The Colorado Department of Revenue has extended the grace period for retailers who sell to customers in the state to collect and remit state sales taxes from March 31 to May 31.
The new rules officially went into effect Dec. 1. They affect both out-of-state and in-state businesses that sell to customers in other jurisdictions.
“As part of our rulemaking process to implement sales tax rules for in-state and out-of-state retailers, we have heard from legislators and the business community, and the Department of Revenue agrees it is important for the state to take the time to get this right,” Colorado Department of Revenue Executive Director Mike Hartman said in a Dec. 6 release.
“As such, the Department is extending the automatic reprieve for Colorado businesses and out-of-state retailers to comply with the emergency rules from the current March 31, 2019 deadline to May 31, 2019,” Hartman said. “We will evaluate the need for another extension as May 31 nears. This additional time will give the state legislature an opportunity to find innovative solutions to streamline and simplify our sales tax collection laws in accordance with the wishes of the residents of Colorado.

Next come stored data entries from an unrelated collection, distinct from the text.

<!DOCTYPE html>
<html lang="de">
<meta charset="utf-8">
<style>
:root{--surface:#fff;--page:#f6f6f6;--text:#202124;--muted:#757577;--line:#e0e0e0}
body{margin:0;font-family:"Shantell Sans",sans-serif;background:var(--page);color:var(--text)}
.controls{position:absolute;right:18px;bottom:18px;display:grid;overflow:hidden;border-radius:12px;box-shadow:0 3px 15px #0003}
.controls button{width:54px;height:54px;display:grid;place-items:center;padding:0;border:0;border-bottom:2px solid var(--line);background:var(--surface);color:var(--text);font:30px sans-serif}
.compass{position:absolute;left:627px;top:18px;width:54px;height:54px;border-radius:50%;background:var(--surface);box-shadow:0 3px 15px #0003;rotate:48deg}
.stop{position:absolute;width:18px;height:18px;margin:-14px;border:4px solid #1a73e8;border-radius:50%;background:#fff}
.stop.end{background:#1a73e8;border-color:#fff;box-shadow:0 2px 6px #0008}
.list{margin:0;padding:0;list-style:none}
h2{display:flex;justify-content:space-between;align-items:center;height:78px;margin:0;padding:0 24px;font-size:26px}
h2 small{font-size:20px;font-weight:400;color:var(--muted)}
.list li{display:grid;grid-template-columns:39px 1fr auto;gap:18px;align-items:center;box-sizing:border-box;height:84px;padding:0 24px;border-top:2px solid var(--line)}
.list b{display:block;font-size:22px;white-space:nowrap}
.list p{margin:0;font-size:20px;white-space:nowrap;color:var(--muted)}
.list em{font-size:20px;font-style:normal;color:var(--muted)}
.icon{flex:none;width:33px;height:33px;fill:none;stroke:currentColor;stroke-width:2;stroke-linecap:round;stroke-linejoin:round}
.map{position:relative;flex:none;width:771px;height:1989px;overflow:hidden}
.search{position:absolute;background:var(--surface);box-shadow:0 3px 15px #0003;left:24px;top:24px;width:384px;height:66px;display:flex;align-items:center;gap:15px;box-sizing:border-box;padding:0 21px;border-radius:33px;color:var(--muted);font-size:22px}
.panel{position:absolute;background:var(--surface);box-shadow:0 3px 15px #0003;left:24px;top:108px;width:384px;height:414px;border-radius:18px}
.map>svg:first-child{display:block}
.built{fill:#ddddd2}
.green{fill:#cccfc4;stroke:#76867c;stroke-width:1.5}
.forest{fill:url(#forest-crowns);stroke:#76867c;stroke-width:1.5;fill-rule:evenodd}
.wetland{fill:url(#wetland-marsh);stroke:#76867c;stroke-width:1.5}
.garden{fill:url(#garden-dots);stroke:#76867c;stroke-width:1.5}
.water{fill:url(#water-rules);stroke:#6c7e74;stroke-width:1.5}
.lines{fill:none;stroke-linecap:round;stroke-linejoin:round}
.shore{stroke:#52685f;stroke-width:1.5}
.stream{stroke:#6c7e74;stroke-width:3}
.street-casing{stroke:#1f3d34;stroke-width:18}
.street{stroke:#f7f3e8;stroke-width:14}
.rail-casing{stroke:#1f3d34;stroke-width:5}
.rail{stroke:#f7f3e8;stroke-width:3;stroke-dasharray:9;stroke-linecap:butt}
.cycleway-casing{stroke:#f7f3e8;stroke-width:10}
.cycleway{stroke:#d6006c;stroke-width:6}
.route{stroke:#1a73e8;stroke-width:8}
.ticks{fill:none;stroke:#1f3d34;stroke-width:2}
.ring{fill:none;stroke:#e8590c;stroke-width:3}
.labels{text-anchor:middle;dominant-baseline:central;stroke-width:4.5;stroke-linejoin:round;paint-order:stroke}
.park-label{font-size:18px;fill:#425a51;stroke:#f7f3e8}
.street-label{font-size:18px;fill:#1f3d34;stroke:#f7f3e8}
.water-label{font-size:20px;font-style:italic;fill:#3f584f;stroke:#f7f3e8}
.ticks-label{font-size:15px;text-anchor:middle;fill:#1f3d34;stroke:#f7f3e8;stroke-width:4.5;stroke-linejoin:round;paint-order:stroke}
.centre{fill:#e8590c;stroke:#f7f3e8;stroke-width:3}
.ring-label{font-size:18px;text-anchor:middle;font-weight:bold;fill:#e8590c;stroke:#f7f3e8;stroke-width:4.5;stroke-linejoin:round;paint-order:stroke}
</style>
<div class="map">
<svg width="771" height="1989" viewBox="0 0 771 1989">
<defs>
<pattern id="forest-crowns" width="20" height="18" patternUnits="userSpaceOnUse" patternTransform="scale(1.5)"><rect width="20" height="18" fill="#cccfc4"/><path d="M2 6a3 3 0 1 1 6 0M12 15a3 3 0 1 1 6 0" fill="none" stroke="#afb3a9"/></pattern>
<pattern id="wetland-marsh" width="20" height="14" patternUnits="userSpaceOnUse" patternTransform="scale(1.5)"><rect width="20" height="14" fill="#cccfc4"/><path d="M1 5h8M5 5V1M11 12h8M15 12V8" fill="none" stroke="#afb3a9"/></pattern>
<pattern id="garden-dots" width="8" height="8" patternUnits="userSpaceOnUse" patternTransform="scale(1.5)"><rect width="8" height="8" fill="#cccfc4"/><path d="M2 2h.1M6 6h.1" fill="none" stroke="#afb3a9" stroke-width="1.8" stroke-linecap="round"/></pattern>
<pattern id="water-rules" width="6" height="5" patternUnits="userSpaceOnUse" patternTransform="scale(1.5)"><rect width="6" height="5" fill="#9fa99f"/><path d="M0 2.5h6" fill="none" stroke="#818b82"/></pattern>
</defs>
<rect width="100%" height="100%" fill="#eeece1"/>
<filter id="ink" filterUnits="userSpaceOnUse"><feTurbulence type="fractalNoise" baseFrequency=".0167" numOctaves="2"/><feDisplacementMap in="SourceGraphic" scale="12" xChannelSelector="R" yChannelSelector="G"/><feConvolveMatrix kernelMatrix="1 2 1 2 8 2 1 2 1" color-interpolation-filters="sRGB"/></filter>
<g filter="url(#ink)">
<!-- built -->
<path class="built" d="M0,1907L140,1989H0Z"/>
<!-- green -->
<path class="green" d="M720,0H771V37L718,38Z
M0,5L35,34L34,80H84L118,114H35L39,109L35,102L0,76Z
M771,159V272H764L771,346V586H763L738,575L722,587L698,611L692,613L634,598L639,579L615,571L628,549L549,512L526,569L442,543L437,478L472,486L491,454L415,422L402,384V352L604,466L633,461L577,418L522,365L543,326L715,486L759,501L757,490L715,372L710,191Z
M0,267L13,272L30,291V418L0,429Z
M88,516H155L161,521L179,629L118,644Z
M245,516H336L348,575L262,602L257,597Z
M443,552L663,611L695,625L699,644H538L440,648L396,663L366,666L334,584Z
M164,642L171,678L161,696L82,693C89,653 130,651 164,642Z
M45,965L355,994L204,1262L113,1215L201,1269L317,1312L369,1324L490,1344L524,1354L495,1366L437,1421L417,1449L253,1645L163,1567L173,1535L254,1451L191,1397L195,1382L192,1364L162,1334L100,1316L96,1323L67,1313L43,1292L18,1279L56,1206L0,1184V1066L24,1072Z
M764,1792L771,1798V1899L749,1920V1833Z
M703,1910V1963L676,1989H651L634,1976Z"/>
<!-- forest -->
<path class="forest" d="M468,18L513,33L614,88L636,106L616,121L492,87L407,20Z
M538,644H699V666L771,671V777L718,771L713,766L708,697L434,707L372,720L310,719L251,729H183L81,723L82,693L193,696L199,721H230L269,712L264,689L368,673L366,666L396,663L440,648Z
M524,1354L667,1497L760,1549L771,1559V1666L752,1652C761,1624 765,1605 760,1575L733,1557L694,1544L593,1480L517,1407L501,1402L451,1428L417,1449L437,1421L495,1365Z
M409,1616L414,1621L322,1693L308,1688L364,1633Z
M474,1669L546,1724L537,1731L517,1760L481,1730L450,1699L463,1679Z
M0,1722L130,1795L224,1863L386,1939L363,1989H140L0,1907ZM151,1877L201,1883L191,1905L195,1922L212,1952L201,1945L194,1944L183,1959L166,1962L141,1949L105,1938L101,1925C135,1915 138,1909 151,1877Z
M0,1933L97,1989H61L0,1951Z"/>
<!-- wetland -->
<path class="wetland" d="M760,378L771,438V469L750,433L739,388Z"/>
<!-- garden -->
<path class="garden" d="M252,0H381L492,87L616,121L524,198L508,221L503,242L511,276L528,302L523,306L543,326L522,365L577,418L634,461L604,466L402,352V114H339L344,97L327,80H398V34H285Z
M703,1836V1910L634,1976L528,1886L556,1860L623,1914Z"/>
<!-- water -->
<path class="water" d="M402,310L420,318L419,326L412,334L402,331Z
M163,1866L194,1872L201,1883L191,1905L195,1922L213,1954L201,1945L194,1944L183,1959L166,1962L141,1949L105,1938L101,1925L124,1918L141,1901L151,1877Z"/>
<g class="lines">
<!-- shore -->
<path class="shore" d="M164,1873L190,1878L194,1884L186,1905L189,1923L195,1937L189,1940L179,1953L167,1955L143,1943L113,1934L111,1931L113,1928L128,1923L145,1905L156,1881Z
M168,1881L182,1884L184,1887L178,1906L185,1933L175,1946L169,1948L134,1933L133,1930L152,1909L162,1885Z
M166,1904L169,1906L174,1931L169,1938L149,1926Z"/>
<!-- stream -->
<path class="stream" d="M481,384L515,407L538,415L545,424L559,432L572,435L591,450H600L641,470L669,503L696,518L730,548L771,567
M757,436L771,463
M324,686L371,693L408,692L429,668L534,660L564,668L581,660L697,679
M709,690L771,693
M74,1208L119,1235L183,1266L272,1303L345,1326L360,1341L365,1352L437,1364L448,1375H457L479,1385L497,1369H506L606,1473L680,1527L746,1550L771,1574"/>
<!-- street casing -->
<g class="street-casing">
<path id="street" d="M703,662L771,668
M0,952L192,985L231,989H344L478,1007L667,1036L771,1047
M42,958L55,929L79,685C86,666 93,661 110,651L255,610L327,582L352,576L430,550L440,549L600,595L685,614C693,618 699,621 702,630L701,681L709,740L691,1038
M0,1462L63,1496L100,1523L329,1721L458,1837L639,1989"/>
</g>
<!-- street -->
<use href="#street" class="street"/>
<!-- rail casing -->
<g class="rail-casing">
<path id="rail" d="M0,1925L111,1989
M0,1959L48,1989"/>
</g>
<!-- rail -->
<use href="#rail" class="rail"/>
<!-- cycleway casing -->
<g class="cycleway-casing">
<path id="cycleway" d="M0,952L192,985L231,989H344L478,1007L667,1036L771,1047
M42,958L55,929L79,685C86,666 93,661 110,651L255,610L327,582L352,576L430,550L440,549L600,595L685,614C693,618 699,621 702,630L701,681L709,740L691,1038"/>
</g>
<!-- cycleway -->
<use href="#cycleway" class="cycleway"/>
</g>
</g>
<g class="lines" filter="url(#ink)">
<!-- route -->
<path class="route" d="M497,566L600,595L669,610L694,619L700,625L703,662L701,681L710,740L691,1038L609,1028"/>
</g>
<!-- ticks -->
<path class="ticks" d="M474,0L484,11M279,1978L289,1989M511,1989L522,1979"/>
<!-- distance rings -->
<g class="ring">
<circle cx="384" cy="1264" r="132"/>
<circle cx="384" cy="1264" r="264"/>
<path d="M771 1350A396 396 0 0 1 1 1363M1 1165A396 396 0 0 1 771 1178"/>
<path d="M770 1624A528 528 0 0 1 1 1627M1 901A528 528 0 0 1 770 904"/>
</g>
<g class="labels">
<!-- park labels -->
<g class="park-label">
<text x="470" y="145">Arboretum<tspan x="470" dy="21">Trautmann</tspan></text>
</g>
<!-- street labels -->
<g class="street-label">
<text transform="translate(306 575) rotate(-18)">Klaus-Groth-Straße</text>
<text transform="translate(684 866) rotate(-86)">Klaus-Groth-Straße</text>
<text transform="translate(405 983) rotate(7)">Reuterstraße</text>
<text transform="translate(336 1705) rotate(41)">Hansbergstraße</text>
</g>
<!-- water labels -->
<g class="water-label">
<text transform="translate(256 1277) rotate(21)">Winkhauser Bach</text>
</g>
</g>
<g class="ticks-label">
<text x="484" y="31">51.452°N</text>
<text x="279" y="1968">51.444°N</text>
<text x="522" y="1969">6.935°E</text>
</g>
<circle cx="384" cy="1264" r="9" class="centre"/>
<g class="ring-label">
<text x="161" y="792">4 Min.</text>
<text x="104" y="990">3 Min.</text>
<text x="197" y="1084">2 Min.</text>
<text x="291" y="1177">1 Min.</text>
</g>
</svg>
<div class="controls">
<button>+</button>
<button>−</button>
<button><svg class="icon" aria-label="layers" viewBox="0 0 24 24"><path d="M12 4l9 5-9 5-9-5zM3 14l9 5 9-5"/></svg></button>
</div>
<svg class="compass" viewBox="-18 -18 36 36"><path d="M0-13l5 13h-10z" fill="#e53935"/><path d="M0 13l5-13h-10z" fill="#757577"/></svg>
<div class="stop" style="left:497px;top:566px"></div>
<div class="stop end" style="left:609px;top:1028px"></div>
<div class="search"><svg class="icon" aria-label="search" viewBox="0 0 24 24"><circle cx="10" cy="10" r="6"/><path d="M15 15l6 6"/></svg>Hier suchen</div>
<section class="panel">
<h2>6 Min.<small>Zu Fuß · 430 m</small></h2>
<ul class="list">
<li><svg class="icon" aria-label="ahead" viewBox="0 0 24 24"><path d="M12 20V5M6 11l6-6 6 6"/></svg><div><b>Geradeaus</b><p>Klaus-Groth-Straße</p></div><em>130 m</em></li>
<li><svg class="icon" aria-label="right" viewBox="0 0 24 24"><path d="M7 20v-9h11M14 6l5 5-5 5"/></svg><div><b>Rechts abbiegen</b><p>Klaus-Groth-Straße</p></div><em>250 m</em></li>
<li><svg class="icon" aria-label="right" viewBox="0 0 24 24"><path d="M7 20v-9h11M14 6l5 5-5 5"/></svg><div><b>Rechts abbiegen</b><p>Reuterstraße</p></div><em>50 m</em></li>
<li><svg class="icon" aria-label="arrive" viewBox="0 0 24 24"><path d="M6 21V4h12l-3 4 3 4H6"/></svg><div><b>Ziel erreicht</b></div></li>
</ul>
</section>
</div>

“Despite the automatic reprieve, the Department requests that businesses with the sophistication and capability to collect and remit sales tax on internet sales based on where the good or service is being delivered do so as quickly as possible in advance of the May 31, 2019 enforcement deadline. The Department has upgraded its systems and processes to make compliance as simple as possible. We will continue to engage the business community to address their remaining concerns.
“This is an opportunity to simplify sales tax for all parties: for businesses that collect and remit sales tax, for customers who pay it, and for those of us in state government whose obligation it is to carry out the tax laws passed by the state legislature. No one desires a streamlined and simplified sales tax collection and compliance system more than the Department of Revenue.”
“We’ve gotten a lot of calls from members who say this is going to be detrimental,” said Rachel Beck, vice president of government affairs for the Colorado Springs Chamber and EDC. Beck was among a number of advocates and businesses who testified before state regulators at a Nov. 30 hearing.
“There’s really a lot of consensus that this is premature,” Beck said of the March 31 deadline. “We support the principle … of fair and comprehensive taxation” of online sales. “The problem is the timing. We are halfway through the [fourth] quarter and in the middle of the peak shopping season.”
Beck said the chamber is hearing from businesses that the new rules will have drastic effects in terms of costs and administrative burdens and that they don’t know how to comply because the system is so complicated. Beck shared emails the chamber has received with senders’ names redacted.
“As a manager of a very small business, I find its implementation strangling,” one business person wrote in an email to the Department of Revenue, with a copy to the chamber. “… My immediate reaction was to cease all sales to Colorado residents for our company.”
“We can’t even seem to gain a clear picture from the Colorado Department of Revenue on what jurisdictions this will all affect, i.e., city and county taxes, home rule cities, etc.,” another small business owner wrote in an email to the chamber. “We are a distributor that could theoretically direct ship … into every state in the nation. … We could work with a third-party vendor through our software company to collect the data, which would essentially render our distribution business unprofitable. However, even then, it is unclear how the taxes would be reported or remitted.”
Beck said the Colorado Springs Chamber, Colorado Chamber of Commerce and other businesses and organizations are asking the department of revenue to postpone implementation of the new rules until July 1.
“The Legislature this summer had a sales and implementation task force that recognized Colorado’s [sales tax] system was one of the more complicated in the nation and was working on remedying that,” Beck said. “We’d like for the Legislature to have time to finish that work before adding more regulations.”
A June Supreme Court decision in a case titled South Dakota v. Wayfair opened the door to new tax revenue sources for states, municipalities and other taxing jurisdictions.
In that decision, the court overturned at 26-year-old precedent and ruled that states can require online retailers to collect and remit sales taxes regardless of whether they have a physical presence such as a warehouse in the state.
The justices said states can’t put an excessive burden on interstate businesses but did not specify what constitutes an excessive burden.